And then your brother-in-law's housekeeper. Your brother-in-law's housekeeper. Like all these people around you. Your friend. Yeah.
It's weird. But unfortunately for one of those influential benefactors, placing their trust in Jane Toppin would prove to be a very poor decision. Oh, no. So in the summer of 1901, Jane returned to the Cape Cod Cottage where she had murdered her sister just two years earlier. Oh, God. Jane had been vacationing there with Elizabeth and Oramel since 1896, and in that time, they've gotten to know the owners of the rental property pretty well. Their names were Alden and Mary Davis. Oh, God.
The Davises had always been impressed with Jane's professionalism and success in the nursing realm, and they were always happy to have her at the cottage for the weekend, so they were really nice.
In fact, Jane had so ingratiated herself that the couple was willing to let her live in the cottage at a seriously reduced rate of $250 for the entire season. Wow. Of course, as a single person of limited means, Jane didn't have that much money to begin with, but accepted the offer anyway, of course, because she just figured...
I'll just, you know, I'll just murder people if I need to. Steal it. She figured she would find some way to pay. That's part of her illness is she believes she will always get out of a gym no matter what because she's smarter than everyone. And because she has. Yeah, she's had no, honestly nothing to tell her the contrary. And it turned out Jane was right to think the Davises cared enough for her that they would believe whatever excuse she gave about why she couldn't pay that price that she had agreed to pay.
Year after year, the couple invited Jane back at the same discounted rate, despite the fact that Jane almost never paid what she was owed. What she owed, excuse me. But eventually, however, Mary Davis had finally reached the limits of her generosity and she decided she wore out her fucking welcome. She's done with making exceptions for little Jane Toppin there.

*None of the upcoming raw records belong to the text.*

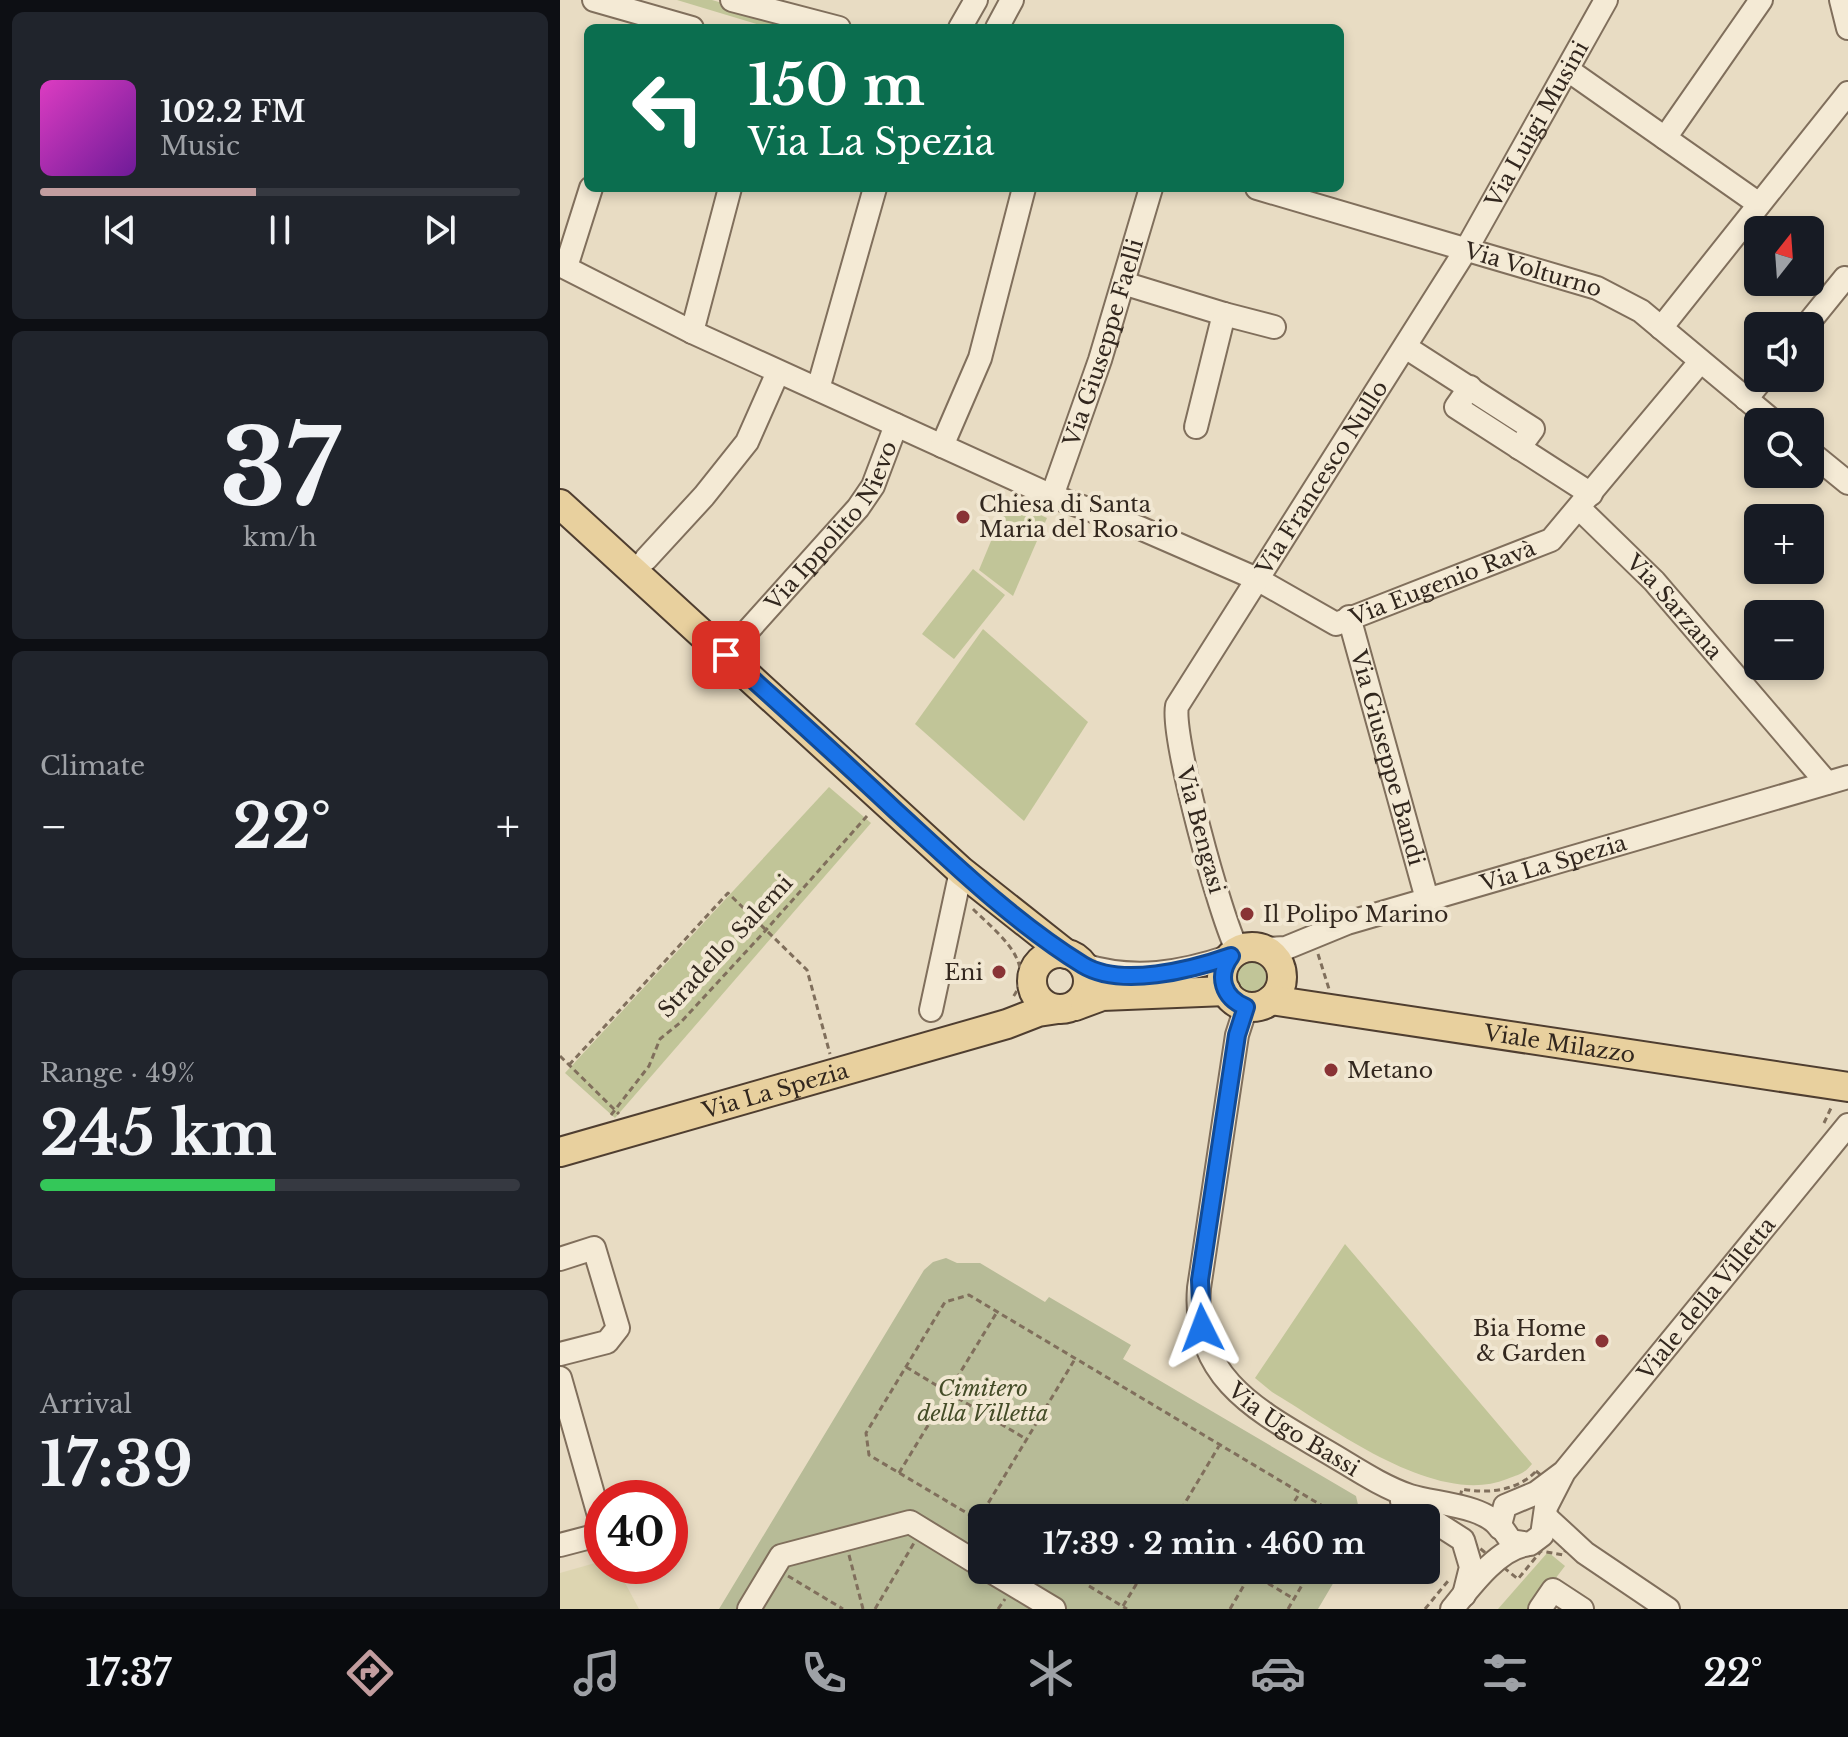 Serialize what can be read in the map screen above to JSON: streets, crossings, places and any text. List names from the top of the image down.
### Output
{
  "streets": {
    "main road": ["Via La Spezia", "Viale Milazzo"],
    "street": [
      "Via Luigi Musini",
      "Via Volturno",
      "Via Giuseppe Faelli",
      "Via Francesco Nullo",
      "Via Ippolito Nievo",
      "Via Eugenio Ravà",
      "Via Sarzana",
      "Via Giuseppe Bandi",
      "Via Bengasi",
      "Viale della Villetta",
      "Via Ugo Bassi"
    ],
    "path": ["Stradello Salemi"]
  },
  "crossings": [
    ["Via Luigi Musini", "Via Volturno"],
    ["Via Luigi Musini", "Via Francesco Nullo"],
    ["Via Volturno", "Via Francesco Nullo"],
    ["Via Volturno", "Via Eugenio Ravà"],
    ["Via Giuseppe Faelli", "Via Eugenio Ravà"],
    ["Via Francesco Nullo", "Via Eugenio Ravà"],
    ["Via Francesco Nullo", "Via Sarzana"],
    ["Via Francesco Nullo", "Via Bengasi"],
    ["Via Ippolito Nievo", "Via Eugenio Ravà"],
    ["Via Eugenio Ravà", "Via Sarzana"],
    ["Via Eugenio Ravà", "Via Giuseppe Bandi"],
    ["Via Sarzana", "Via La Spezia"],
    ["Via Giuseppe Bandi", "Via La Spezia"],
    ["Via Bengasi", "Via La Spezia"],
    ["Via La Spezia", "Stradello Salemi"],
    ["Via La Spezia", "Viale Milazzo"],
    ["Via La Spezia", "Via Ugo Bassi"],
    ["Viale Milazzo", "Via Ugo Bassi"]
  ],
  "parks": ["Cimitero della Villetta"],
  "places": [
    "Chiesa di Santa Maria del Rosario",
    "Il Polipo Marino",
    "Eni",
    "Metano",
    "Bia Home & Garden"
  ],
  "north": "top",
  "page": {
    "turn": ["150 m", "Via La Spezia"],
    "song": ["102.2 FM", "Music"],
    "map_buttons": ["+", "−"],
    "tile": [
      ["37", "km/h"],
      "Climate",
      ["Range · 49%", "245 km"],
      ["Arrival", "17:39"]
    ],
    "heat": ["−", "22°", "+"],
    "limit": "40",
    "trip": "17:39 · 2 min · 460 m",
    "tabs": ["17:37", "22°"]
  }
}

So in June, after receiving a letter from her daughter saying she would be stopping in Boston for a few days, Mary thought, you know what, that's a good enough reason to go to the city and finally collect the debt that Jane had owed them.
Fair. Yeah. Way more fair than most people would be.

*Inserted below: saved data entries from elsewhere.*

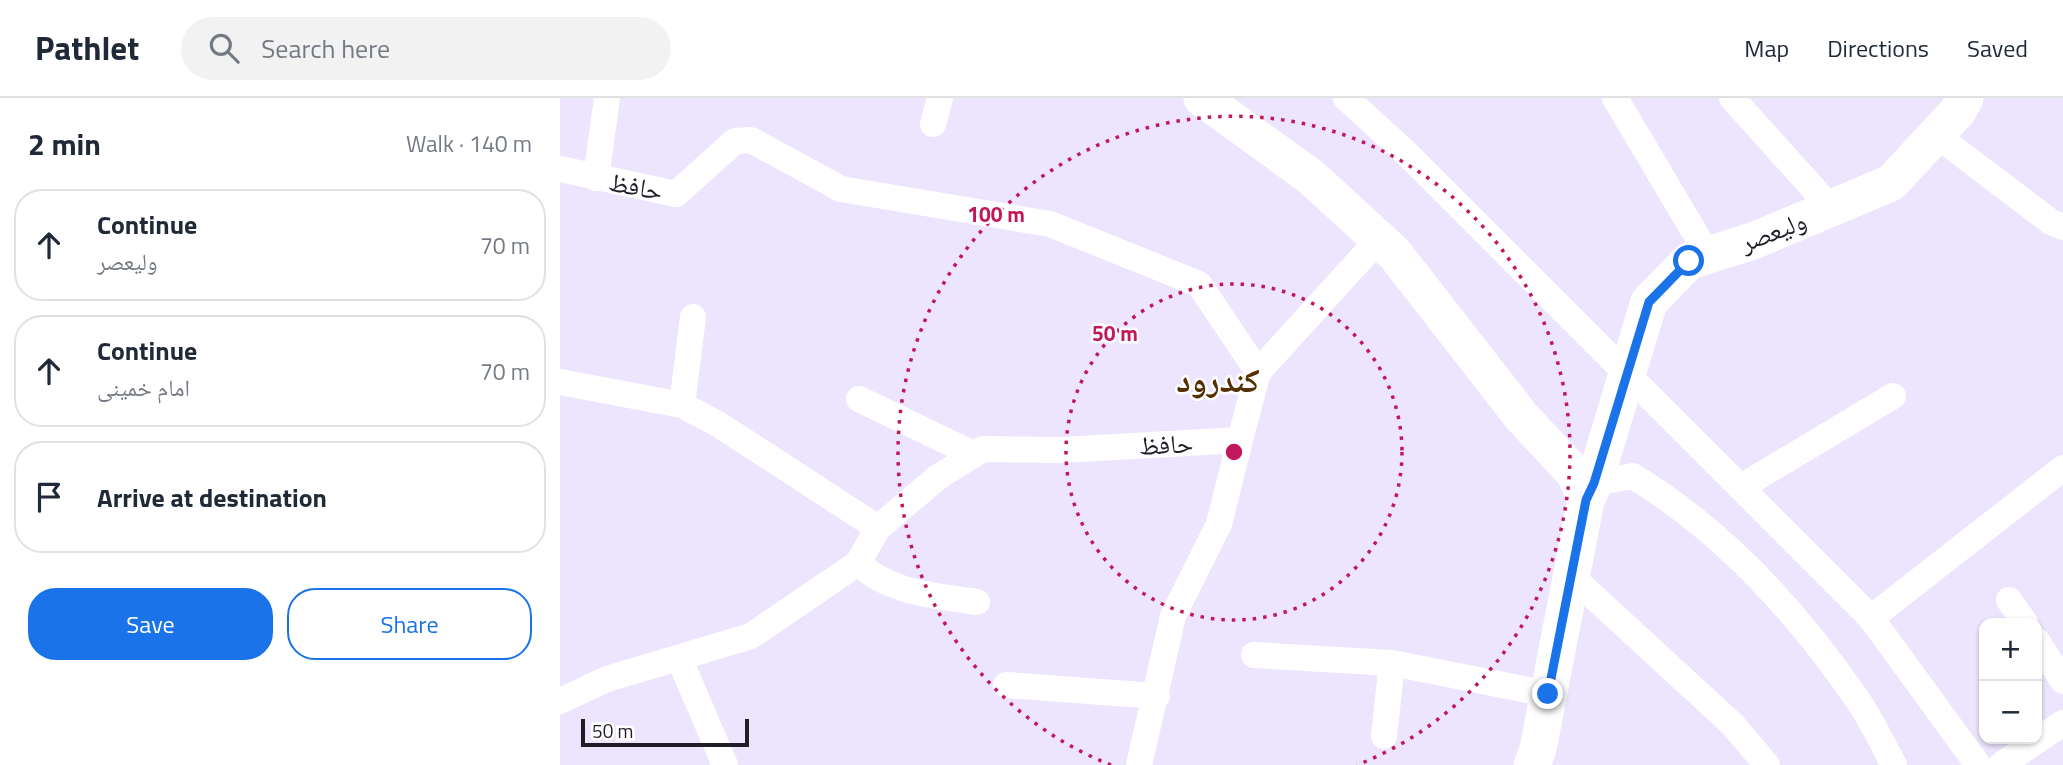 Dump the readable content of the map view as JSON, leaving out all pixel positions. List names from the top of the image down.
{
  "streets": {
    "street": ["حافظ", "ولیعصر"]
  },
  "districts": ["کندرود"],
  "scale_bar": "50 m",
  "page": {
    "header": "Pathlet",
    "search": "Search here",
    "nav": ["Map", "Directions", "Saved"],
    "heading": ["2 min", "Walk · 140 m"],
    "list": [
      ["Continue", "ولیعصر", "70 m"],
      ["Continue", "امام خمینی", "70 m"],
      "Arrive at destination"
    ],
    "buttons": ["Save", "Share"],
    "map_buttons": ["+", "−"],
    "scale": "50 m"
  },
  "rings": ["100 m", "50 m"]
}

For that reason and more, Alden Davis, her husband, had tried to convince her to abandon the trip to visit Jane. But Mary was, she wasn't taking no for an answer. She was like, nope, I am, she was firm in her resolve. And on the morning of June 25th, Alden accompanied his wife to the train station. Because she said, fuck it, I'm going to get that debt. She's a brave bitch. When Mary Davis finally reached Cambridge that afternoon, she wasted no time going straight to Jane's boarding house on Wendell Street.
And she got there just as Jane and her landlords were sitting down for dinner. So she announced her reason for being at the house, and immediately Jane invited Mary to sit down, have a rest, eat something. And she insisted that Mary must be thirsty after such a long trip. Nope. So she disappeared into the kitchen and reappeared with a glass of water for their guest. I'm not thirsty at all. No. After they'd eaten, Jane said she'd be happy to pay what she owed. Of course.
Of course. Like, I'm never, I'm not going to stiff you. Such a good hearted woman I am. Yeah, of course I will. And then she said, you know what, Mary? Why don't you and me, we take a walk to the bank and I'll get that money out right now. But when Mary stood up from the table, she was suddenly very dizzy and felt weak. Despite this, Mary was determined. She was like, I'm getting that fucking money.
And so she was like, I'm fine. But as soon as they stepped outside into that sweltering heat, Mary collapsed to the ground. June in the middle of Boston is not fun. And this was a record-breaking heat wave. Right. So Jane's landlord, Melvin Beadle, rushed outside, and with Jane's help, they were able to get Mary upstairs to a vacant bedroom. As Melvin attempted to make Mary comfortable, Jane disappeared into her own bedroom, where she grabbed a hypodermic needle.
Mary was clearly very uncomfortable and was trying to speak, trying to say something. And Jane said, so I gave her another small dose of morphine. Another, remember. Another.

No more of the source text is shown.